**TASK STATEMENT**:
Could you return every line of the records below that contains the word "compass"?

**DATASET EXTRACT**:
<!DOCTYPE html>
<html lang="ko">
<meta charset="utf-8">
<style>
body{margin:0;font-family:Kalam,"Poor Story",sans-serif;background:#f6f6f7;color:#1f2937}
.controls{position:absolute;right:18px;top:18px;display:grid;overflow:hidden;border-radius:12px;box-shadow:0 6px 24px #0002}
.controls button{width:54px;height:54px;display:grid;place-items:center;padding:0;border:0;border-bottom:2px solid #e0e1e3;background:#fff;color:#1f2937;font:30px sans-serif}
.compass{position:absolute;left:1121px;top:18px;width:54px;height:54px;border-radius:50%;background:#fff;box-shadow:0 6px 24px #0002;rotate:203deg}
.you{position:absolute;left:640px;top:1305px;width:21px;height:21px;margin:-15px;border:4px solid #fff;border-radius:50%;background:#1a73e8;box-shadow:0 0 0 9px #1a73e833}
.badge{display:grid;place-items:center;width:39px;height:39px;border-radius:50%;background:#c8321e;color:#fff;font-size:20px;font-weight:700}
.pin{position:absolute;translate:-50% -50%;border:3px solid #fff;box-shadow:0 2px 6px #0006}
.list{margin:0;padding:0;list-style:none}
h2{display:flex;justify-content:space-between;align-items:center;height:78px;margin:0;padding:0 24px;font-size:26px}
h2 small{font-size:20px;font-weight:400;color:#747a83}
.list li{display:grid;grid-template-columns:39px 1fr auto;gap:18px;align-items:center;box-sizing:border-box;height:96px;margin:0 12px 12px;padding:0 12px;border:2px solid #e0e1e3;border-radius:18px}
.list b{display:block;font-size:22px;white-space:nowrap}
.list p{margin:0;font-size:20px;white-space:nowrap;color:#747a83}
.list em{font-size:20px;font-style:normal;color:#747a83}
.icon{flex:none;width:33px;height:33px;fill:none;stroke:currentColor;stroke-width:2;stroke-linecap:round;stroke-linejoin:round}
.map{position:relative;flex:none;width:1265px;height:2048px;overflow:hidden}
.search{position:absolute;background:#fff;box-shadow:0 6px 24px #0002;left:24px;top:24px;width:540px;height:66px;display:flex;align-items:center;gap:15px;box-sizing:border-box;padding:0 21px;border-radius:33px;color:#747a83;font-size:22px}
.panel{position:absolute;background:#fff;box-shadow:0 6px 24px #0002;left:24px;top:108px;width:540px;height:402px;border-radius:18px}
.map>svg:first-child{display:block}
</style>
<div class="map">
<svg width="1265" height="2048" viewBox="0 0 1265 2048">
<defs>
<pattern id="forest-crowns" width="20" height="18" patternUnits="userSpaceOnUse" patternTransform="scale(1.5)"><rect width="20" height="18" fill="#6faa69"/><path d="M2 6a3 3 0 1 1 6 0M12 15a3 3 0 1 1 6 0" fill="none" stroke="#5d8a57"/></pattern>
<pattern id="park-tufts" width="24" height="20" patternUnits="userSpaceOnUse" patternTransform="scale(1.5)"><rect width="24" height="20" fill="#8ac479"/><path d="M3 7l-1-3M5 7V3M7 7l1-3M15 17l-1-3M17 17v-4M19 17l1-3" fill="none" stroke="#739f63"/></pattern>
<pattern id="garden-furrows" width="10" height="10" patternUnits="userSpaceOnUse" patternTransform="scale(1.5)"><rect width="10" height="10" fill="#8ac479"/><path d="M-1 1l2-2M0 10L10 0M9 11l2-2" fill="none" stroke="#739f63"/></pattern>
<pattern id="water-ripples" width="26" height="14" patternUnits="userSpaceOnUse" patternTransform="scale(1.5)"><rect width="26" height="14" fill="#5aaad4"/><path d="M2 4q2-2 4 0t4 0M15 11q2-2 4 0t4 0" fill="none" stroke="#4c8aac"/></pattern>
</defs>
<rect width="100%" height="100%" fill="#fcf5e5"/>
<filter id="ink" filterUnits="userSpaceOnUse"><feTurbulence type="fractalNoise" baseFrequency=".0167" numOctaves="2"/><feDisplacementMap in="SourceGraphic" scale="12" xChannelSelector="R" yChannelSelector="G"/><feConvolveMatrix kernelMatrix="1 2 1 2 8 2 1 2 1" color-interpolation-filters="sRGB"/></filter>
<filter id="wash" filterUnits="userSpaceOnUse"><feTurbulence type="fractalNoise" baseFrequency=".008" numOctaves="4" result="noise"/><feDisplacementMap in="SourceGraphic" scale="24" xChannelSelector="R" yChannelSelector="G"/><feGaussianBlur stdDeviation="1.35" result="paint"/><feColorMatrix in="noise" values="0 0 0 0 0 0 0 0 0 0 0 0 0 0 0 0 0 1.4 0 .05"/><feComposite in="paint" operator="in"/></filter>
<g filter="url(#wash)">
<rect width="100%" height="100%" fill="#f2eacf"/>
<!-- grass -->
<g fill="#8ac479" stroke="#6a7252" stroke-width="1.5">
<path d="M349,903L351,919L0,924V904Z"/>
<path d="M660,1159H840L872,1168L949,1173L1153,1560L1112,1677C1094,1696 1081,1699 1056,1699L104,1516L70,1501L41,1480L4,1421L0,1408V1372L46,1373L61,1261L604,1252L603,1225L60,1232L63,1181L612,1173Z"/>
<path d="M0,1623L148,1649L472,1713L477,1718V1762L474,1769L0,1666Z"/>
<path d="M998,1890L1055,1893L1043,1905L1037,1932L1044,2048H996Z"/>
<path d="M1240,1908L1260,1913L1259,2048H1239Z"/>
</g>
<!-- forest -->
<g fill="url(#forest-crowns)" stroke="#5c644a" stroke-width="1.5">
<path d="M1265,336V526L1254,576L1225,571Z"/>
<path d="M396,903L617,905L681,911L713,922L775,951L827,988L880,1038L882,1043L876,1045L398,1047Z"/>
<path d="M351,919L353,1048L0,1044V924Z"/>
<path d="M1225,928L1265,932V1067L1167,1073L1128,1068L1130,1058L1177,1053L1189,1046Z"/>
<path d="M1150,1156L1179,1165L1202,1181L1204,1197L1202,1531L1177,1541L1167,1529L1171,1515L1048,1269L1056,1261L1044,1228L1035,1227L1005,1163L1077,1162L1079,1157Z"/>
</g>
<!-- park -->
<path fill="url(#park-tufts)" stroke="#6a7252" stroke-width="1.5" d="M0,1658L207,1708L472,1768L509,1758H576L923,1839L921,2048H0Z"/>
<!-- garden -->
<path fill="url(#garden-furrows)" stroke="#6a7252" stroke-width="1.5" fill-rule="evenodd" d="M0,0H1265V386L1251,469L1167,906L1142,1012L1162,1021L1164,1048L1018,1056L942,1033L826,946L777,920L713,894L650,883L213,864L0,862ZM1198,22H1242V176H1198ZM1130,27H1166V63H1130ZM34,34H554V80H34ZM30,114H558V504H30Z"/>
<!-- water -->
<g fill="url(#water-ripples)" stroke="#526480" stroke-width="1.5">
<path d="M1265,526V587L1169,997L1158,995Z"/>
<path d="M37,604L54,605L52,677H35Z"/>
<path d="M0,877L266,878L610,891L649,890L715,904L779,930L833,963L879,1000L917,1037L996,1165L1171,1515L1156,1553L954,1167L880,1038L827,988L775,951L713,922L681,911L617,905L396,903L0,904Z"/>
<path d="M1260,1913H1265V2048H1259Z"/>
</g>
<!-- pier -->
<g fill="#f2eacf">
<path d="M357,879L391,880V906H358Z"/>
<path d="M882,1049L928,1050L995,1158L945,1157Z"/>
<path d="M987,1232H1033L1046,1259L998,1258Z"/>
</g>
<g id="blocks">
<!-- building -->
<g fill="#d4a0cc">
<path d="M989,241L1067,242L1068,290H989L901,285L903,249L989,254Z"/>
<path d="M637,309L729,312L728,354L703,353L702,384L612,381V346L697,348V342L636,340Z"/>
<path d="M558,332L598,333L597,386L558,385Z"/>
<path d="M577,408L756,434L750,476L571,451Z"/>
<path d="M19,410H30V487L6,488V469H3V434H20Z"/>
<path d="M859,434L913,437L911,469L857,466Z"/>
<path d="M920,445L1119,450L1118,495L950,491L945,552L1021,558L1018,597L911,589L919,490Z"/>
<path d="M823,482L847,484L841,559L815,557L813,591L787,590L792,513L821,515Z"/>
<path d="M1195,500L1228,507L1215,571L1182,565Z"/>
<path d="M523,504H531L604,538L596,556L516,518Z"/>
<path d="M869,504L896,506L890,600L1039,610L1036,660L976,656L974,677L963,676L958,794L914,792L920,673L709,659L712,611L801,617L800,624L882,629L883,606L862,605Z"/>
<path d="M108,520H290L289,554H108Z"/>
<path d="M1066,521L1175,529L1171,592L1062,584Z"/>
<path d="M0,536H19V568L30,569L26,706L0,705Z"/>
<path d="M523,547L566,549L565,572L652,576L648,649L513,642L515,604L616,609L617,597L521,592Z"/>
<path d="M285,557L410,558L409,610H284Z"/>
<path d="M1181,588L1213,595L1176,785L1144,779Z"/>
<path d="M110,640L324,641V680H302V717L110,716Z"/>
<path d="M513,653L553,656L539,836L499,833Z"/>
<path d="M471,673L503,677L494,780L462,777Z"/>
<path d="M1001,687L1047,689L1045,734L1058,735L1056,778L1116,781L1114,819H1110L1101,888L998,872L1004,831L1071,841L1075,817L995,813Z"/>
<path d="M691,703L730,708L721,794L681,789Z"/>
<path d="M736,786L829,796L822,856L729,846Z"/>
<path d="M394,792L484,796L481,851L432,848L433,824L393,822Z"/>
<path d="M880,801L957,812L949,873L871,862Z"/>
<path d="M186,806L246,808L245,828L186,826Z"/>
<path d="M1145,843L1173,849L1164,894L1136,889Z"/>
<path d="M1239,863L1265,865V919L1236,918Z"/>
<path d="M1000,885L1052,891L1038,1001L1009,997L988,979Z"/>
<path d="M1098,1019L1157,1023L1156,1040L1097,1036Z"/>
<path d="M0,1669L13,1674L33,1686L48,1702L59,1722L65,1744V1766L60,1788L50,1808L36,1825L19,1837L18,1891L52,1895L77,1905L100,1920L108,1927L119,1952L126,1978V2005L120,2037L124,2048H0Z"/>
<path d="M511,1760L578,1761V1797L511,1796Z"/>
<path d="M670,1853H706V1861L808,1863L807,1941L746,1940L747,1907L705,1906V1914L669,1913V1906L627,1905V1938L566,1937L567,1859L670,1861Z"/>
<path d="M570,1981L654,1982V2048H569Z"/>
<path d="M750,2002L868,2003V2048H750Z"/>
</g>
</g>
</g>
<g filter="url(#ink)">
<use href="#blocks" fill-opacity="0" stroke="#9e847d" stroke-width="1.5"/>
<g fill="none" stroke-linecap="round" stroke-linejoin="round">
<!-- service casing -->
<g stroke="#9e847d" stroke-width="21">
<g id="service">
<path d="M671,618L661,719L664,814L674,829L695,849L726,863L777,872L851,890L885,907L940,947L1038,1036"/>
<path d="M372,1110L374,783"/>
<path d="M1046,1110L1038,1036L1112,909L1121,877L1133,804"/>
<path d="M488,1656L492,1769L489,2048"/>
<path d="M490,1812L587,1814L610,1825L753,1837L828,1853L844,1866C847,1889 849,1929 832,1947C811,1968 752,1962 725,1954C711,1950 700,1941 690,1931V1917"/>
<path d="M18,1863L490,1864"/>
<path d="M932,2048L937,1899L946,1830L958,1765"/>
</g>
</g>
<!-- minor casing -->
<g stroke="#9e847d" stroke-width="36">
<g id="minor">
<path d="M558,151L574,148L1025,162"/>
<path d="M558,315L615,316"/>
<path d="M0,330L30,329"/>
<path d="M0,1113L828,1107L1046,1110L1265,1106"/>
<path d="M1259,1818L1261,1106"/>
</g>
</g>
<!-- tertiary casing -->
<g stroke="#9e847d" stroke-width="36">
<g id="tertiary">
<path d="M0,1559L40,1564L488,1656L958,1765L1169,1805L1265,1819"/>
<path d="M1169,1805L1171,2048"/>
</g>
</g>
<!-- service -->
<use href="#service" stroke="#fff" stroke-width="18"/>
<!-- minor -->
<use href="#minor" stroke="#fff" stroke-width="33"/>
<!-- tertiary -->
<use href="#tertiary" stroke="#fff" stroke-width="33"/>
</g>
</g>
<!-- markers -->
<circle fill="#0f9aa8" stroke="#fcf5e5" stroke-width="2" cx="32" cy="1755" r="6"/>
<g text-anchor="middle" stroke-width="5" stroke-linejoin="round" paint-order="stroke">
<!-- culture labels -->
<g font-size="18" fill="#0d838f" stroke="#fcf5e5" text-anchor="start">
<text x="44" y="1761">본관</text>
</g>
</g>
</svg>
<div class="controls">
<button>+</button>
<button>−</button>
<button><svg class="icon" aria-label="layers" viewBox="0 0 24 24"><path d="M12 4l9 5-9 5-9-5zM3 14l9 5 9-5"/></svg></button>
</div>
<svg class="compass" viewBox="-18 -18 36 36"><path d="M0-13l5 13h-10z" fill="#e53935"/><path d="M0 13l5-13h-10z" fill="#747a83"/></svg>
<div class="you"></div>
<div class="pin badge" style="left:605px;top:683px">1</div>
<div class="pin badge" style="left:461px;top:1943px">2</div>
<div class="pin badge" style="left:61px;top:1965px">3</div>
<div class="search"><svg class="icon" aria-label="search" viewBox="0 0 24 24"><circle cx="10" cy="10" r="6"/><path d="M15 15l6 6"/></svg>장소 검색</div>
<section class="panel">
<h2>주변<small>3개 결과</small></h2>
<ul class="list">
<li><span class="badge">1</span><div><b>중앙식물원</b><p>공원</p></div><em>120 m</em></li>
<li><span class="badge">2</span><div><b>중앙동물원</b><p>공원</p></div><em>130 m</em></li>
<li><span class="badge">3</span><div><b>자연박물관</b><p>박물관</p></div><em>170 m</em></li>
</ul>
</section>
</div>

**FINAL ANSWER**:
.compass{position:absolute;left:1121px;top:18px;width:54px;height:54px;border-radius:50%;background:#fff;box-shadow:0 6px 24px #0002;rotate:203deg}
<svg class="compass" viewBox="-18 -18 36 36"><path d="M0-13l5 13h-10z" fill="#e53935"/><path d="M0 13l5-13h-10z" fill="#747a83"/></svg>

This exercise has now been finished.